New generation nuclear power stations might be crucial to achieving the target of zero emissions by mid-century and staving off the worst of the climate crisis, a new study published in the journal Nature Energy suggests.
Solar power and wind are key to hitting this goal, but they might not be enough without major investments, or in places without much sun or wind.
To minimize the catastrophic consequences of global warming, humanity needs to keep the global mean temperature below the threshold of 1.5 C above the pre-industrial average. Crucial to achieving that is energy production reaching zero emissions globally by 2050. Previous studies have shown that by ramping up solar and wind power stations, our species can easily reduce emissions by 80 percent.
To achieve the goal of 100 percent reduction, there ought to be major expansions in energy storage capabilities and electricity transmission capabilities. This is because the wind doesn’t always blow and the sun doesn’t always shine. If these expansions aren’t or cannot be implemented, there’s a need for more zero-carbon energy sources – and that’s where new designs of advanced nuclear power plants come in.

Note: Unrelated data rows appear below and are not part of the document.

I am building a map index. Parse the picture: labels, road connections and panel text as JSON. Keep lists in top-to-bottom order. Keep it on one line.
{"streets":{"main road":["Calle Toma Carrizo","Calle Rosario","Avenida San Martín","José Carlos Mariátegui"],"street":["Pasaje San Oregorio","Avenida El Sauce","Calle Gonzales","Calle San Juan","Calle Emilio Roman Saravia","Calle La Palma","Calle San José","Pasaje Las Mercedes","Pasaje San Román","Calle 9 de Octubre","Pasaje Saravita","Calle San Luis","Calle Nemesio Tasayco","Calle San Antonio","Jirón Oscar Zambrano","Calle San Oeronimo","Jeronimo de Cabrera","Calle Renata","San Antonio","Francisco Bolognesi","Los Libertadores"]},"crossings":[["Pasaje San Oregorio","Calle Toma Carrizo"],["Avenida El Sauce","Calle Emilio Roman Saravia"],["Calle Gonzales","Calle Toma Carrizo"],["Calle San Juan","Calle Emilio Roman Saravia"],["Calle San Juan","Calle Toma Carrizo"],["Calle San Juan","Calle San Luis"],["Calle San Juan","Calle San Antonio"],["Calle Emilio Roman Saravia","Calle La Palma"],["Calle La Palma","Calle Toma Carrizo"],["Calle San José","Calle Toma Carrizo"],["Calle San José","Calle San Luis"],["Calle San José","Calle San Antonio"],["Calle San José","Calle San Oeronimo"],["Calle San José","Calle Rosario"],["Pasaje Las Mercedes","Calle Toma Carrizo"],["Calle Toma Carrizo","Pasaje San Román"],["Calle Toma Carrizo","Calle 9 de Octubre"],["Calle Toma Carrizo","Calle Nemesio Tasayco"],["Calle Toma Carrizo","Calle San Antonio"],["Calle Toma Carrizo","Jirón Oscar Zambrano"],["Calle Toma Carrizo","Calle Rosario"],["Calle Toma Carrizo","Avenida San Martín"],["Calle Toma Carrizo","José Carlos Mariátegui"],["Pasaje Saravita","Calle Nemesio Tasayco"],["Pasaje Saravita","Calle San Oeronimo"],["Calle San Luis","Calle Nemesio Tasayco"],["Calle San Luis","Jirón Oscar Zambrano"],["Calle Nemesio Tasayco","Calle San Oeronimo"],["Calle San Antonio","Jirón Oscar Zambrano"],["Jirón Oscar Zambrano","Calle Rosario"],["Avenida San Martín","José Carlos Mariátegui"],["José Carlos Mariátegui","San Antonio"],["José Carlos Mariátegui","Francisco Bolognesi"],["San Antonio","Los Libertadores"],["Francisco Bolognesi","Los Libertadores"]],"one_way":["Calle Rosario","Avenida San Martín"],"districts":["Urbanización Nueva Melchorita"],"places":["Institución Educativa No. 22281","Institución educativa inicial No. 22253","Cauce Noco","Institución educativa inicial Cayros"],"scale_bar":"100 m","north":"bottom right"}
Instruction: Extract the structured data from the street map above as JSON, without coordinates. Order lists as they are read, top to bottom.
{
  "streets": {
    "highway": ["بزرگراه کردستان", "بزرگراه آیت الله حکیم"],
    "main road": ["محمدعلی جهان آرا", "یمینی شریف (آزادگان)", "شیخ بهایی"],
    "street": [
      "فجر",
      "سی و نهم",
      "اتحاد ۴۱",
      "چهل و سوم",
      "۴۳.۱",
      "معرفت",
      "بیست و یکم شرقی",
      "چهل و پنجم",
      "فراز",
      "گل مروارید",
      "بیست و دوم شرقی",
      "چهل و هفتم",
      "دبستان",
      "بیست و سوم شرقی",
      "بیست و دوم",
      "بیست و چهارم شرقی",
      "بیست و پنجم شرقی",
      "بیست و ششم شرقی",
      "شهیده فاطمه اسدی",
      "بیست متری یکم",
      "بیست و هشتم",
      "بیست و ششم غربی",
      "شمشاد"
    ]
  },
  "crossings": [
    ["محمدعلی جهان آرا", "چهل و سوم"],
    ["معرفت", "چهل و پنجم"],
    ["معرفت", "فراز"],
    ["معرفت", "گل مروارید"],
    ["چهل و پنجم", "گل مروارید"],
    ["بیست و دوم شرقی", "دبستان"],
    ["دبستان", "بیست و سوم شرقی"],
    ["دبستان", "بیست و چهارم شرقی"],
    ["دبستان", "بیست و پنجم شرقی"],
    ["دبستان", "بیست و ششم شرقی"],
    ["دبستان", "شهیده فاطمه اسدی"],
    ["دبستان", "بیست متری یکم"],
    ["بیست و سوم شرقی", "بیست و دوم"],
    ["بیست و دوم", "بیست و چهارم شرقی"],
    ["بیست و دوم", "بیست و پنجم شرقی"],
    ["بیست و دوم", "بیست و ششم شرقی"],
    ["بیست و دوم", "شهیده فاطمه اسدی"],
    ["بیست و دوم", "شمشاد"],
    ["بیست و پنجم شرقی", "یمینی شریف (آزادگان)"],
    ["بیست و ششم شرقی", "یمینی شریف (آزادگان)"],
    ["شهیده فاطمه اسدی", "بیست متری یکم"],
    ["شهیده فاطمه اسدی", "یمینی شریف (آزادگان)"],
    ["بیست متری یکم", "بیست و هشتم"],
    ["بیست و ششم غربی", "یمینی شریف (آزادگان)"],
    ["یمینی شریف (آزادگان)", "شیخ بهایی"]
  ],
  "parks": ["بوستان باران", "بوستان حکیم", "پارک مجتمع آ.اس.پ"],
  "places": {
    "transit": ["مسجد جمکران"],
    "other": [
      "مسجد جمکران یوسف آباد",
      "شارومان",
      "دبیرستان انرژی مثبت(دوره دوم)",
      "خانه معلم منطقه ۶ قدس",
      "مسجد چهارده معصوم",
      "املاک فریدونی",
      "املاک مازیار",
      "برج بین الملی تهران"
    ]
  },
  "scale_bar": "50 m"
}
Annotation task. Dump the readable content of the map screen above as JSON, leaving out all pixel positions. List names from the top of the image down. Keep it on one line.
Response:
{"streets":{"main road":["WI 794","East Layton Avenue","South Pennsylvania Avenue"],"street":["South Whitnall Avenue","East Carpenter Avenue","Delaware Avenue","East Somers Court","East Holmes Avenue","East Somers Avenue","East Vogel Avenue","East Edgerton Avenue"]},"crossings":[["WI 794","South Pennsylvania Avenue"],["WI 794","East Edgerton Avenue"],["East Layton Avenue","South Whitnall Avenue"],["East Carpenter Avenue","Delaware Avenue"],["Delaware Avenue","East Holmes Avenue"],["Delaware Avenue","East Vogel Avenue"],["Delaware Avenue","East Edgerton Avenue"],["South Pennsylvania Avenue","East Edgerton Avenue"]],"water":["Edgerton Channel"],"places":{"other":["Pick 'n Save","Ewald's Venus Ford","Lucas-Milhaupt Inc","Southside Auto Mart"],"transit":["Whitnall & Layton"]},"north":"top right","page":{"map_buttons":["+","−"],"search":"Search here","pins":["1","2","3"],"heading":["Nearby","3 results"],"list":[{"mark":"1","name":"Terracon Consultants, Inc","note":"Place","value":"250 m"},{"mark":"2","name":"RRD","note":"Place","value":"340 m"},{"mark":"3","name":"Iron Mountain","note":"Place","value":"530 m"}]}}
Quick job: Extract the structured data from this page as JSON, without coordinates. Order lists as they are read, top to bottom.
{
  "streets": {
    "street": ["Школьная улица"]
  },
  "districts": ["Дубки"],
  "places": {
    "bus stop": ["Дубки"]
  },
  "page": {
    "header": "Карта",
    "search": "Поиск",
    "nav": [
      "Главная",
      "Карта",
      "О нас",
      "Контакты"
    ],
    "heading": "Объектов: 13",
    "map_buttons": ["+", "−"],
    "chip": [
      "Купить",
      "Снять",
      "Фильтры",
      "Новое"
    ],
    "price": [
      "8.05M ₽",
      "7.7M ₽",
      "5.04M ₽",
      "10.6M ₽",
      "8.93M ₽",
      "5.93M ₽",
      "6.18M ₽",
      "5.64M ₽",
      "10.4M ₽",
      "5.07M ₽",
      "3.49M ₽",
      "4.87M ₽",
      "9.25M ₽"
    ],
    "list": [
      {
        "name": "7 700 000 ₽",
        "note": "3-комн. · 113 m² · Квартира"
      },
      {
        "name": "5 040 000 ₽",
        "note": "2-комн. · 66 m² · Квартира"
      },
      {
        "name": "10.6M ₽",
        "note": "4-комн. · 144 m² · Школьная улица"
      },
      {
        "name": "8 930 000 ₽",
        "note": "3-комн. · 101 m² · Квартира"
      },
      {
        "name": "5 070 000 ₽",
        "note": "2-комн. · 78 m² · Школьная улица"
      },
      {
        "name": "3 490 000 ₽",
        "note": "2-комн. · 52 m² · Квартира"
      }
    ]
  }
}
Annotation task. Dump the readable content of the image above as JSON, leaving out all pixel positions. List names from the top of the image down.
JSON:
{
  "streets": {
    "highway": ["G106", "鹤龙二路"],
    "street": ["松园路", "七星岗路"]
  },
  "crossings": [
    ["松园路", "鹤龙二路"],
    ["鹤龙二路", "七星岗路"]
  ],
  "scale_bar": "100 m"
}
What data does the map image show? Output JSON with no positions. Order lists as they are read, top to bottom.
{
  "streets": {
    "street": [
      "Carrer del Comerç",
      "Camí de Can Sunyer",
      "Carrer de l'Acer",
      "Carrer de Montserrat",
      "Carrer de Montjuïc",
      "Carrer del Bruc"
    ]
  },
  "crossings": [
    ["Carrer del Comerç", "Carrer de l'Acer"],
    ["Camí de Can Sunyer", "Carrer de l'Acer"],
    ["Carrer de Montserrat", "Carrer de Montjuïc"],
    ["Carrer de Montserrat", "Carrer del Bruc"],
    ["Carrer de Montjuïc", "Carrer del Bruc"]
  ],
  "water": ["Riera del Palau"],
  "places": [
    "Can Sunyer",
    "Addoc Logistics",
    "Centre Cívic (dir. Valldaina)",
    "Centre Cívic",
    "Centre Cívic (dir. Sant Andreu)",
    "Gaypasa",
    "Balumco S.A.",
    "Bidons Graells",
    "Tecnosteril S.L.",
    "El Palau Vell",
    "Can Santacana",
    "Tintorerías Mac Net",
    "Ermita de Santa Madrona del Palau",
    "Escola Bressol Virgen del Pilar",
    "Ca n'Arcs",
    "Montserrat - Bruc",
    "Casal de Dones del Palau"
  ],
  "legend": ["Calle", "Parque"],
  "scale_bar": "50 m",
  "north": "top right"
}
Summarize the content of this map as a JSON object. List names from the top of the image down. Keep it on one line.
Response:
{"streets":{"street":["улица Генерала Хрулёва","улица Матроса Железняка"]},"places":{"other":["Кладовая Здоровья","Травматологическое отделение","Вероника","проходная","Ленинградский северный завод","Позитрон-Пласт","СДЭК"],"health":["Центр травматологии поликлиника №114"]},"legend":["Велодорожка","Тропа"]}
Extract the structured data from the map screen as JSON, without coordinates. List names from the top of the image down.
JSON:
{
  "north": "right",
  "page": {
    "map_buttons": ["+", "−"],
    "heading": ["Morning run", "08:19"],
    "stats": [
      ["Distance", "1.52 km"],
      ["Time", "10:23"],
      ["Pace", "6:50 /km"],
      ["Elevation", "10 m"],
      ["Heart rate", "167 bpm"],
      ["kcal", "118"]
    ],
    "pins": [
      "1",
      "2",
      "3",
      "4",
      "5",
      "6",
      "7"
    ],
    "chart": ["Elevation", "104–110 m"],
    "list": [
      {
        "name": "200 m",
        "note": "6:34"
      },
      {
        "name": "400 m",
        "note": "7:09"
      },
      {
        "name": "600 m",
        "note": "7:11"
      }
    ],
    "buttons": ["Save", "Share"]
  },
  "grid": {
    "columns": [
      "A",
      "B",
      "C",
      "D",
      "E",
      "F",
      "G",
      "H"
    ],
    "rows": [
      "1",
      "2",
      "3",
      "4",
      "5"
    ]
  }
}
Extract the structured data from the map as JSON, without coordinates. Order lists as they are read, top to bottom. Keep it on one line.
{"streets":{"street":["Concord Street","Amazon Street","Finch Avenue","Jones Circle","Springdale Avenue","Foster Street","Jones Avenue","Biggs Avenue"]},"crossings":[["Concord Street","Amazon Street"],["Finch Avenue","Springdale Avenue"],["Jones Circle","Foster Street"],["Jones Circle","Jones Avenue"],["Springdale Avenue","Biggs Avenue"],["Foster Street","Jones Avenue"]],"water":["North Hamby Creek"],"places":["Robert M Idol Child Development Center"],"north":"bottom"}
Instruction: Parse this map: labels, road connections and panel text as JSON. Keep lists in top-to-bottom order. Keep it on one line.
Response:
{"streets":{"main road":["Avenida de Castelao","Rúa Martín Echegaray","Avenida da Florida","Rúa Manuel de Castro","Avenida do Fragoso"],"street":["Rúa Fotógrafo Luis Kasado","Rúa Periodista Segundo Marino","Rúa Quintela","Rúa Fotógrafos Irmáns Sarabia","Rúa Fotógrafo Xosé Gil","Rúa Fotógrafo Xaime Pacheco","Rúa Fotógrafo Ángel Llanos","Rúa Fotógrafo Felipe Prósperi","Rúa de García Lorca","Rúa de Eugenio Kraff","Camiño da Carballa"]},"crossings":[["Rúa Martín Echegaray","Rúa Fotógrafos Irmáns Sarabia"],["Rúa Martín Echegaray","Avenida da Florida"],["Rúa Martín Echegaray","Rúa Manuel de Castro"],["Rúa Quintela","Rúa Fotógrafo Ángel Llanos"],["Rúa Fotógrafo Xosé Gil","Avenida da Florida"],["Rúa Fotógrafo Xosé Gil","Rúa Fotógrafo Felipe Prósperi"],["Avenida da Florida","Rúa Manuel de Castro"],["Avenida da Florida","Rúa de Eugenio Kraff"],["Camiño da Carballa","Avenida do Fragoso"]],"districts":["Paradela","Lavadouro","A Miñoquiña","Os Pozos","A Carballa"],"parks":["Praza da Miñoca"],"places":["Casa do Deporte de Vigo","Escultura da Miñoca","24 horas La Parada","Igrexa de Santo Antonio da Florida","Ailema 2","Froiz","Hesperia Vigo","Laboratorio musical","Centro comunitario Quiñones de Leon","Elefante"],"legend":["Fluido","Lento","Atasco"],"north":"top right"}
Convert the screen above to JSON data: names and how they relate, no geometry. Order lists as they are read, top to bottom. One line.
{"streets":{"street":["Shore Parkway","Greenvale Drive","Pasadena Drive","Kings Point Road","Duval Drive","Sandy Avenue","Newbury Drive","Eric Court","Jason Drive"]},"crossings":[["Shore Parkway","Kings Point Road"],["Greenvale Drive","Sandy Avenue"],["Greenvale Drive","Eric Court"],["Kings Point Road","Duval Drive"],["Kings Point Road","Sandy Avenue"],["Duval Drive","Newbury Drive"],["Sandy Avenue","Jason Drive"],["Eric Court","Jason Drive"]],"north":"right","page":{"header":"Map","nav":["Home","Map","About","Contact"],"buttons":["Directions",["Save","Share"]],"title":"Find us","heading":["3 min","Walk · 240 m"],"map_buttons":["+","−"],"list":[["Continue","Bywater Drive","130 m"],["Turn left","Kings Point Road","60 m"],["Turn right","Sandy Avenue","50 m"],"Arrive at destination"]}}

“Under strict greenhouse gas emission controls, reliable power generation provided by nuclear power has a lot of potential value in the electricity grid for most nations,” lead author Lei Duan of the Carnegie’s Department of Global Ecology said in a statement.
“Places with poor wind resources can benefit from nuclear earlier in the path to zero emissions, whereas places with very good wind resources would only need it to get rid of the last traces of carbon emissions.”
The model looked at 42 country-level regions and used current prices for technology to estimate the cheapest way to achieve zero emissions. The researchers found that nuclear power is the scenario that would cost less.
“Our analysis looked at the cheapest way to eliminate carbon dioxide emissions assuming today’s prices. We found that at today’s price, nuclear is the cheapest way to eliminate all electricity-system carbon emissions nearly everywhere. However, if energy storage technologies became very cheap, then wind and solar could potentially be the least-cost path to a zero-emission electricity system,” added Ken Caldeira, also of the Carnegie’s Department of Global Ecology.
There are many people that do not like nuclear power (we are talking fission here, rather than the still experimental fusion). One main issue is the disposal of waste in a safe manner, since many countries continue to lack the proper investment into this. Finland, for example, is burying it in a special facility where it will be sealed for the next 100,000 years (although it won’t be very dangerous in just a few hundred years).
Another risk often raised is the possibility of a nuclear accident – however, while it is a risk, it is important to put it in context. Air pollution, which coal and oil powerplants contribute to, is responsible for millions of deaths every year. The World Health Organization estimates that the Chernobyl disaster, the worst nuclear accident in history, led to the premature deaths of 4,000 people.
Nuclear power might not be needed if energy storage solutions can be found, but if they are not, we might not have many other options.